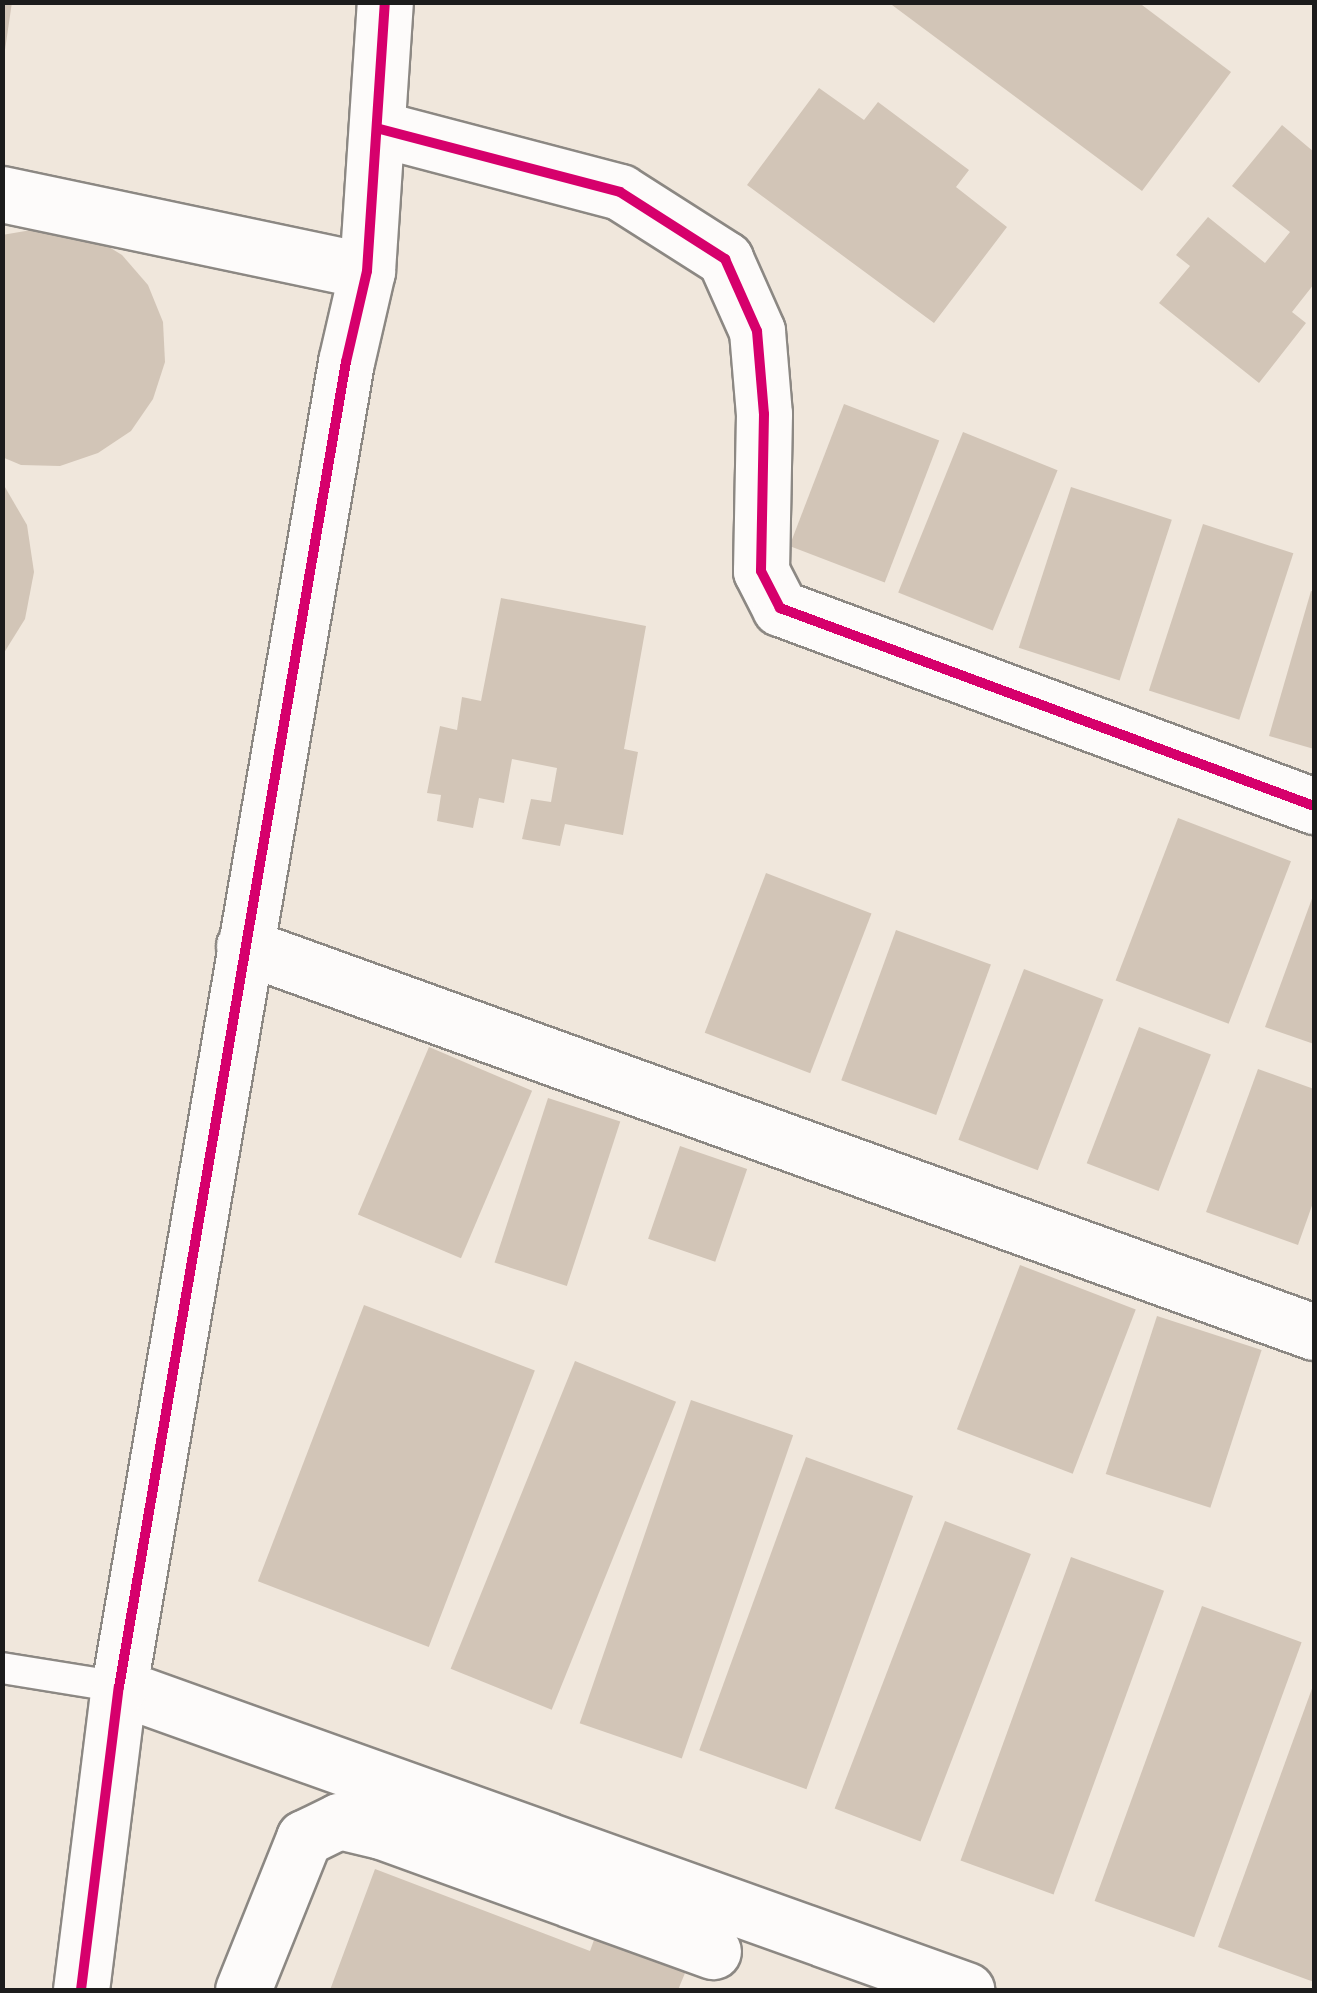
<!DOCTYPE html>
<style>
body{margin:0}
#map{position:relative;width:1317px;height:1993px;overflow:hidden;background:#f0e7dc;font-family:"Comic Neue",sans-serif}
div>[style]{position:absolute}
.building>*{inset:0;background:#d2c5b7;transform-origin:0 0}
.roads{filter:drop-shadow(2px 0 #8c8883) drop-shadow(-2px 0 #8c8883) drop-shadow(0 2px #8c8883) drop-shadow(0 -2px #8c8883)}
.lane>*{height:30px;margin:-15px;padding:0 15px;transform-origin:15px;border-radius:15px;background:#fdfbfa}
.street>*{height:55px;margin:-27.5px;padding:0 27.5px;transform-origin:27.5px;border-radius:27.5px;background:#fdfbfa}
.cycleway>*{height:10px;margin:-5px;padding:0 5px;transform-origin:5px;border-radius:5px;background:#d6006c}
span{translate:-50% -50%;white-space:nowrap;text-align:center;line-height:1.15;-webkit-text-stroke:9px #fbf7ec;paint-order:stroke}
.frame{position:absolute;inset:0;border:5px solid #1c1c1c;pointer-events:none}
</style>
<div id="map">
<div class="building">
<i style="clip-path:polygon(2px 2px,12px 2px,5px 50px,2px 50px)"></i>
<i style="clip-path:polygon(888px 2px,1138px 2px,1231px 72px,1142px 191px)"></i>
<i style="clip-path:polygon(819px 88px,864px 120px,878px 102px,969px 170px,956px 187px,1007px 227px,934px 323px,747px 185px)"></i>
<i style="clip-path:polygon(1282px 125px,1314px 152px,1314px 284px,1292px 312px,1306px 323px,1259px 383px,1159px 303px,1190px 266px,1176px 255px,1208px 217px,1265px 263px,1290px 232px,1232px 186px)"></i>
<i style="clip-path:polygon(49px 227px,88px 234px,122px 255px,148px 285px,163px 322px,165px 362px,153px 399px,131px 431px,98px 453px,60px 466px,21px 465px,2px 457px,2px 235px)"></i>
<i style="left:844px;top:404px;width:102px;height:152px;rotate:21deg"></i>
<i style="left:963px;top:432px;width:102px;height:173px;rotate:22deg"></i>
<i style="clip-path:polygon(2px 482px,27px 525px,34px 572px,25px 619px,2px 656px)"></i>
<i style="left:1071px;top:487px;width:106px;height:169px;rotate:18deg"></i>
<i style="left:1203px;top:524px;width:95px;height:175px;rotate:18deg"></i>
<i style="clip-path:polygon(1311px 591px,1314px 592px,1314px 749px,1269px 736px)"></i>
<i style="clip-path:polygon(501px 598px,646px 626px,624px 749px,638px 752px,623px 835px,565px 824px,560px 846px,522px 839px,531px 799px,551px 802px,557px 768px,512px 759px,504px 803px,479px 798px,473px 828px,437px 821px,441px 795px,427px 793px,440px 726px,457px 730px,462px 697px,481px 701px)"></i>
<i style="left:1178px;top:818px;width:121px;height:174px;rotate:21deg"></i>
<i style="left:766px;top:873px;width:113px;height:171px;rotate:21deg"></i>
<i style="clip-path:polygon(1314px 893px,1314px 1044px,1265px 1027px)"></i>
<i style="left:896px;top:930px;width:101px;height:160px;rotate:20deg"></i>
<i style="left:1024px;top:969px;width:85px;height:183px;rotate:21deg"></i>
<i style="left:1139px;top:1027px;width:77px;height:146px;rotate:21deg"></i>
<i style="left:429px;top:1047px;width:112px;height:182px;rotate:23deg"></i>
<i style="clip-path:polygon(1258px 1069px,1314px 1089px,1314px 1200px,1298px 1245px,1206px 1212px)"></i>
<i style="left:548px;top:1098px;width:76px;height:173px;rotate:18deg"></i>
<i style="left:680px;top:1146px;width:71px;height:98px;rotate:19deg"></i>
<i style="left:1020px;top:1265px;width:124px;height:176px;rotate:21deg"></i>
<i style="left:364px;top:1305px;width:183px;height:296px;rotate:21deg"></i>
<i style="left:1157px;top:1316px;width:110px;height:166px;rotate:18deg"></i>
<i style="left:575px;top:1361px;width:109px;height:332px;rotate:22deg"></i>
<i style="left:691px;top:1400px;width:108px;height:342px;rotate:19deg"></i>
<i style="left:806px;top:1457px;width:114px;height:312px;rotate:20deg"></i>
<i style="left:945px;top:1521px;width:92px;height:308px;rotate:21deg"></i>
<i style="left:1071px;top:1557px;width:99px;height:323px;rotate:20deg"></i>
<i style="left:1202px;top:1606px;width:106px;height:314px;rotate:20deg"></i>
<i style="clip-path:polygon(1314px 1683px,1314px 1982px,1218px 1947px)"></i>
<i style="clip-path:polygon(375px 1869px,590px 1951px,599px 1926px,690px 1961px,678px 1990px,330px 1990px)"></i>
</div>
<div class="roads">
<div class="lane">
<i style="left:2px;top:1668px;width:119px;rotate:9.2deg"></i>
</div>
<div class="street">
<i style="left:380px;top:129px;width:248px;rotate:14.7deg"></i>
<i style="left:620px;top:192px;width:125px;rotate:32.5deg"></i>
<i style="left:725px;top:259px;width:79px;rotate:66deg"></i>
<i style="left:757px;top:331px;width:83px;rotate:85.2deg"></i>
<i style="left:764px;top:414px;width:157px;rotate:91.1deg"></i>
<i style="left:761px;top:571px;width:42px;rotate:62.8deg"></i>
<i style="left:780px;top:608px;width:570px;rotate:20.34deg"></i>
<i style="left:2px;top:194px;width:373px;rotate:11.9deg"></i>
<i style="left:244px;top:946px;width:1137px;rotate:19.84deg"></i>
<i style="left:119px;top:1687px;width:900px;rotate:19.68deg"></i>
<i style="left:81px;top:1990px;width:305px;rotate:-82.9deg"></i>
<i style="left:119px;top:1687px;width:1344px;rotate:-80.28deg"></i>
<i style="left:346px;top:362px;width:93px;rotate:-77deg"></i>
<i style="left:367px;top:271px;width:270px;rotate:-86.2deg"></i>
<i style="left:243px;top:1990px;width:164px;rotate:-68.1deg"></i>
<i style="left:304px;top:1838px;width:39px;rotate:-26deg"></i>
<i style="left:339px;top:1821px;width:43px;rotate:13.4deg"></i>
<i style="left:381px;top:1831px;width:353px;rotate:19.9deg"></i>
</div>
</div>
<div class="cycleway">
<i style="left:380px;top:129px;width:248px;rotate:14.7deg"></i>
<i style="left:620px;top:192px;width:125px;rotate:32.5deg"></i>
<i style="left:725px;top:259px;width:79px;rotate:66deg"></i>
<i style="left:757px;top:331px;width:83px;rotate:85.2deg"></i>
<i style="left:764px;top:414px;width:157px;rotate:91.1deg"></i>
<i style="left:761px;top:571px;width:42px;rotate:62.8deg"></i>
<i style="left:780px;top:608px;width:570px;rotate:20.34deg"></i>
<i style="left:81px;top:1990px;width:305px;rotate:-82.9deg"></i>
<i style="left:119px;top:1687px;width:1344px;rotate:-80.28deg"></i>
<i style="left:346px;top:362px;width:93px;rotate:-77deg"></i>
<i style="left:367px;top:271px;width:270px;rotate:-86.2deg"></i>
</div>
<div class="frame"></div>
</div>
________________________
» **What you should do**
Beginning with the first line of the entries above, repeat each line word for word until the line with "0 #8c8883) drop-shadow(-2px" has been given too. Omit the pictures.

» **Finished task**
<!DOCTYPE html>
<style>
body{margin:0}
#map{position:relative;width:1317px;height:1993px;overflow:hidden;background:#f0e7dc;font-family:"Comic Neue",sans-serif}
div>[style]{position:absolute}
.building>*{inset:0;background:#d2c5b7;transform-origin:0 0}
.roads{filter:drop-shadow(2px 0 #8c8883) drop-shadow(-2px 0 #8c8883) drop-shadow(0 2px #8c8883) drop-shadow(0 -2px #8c8883)}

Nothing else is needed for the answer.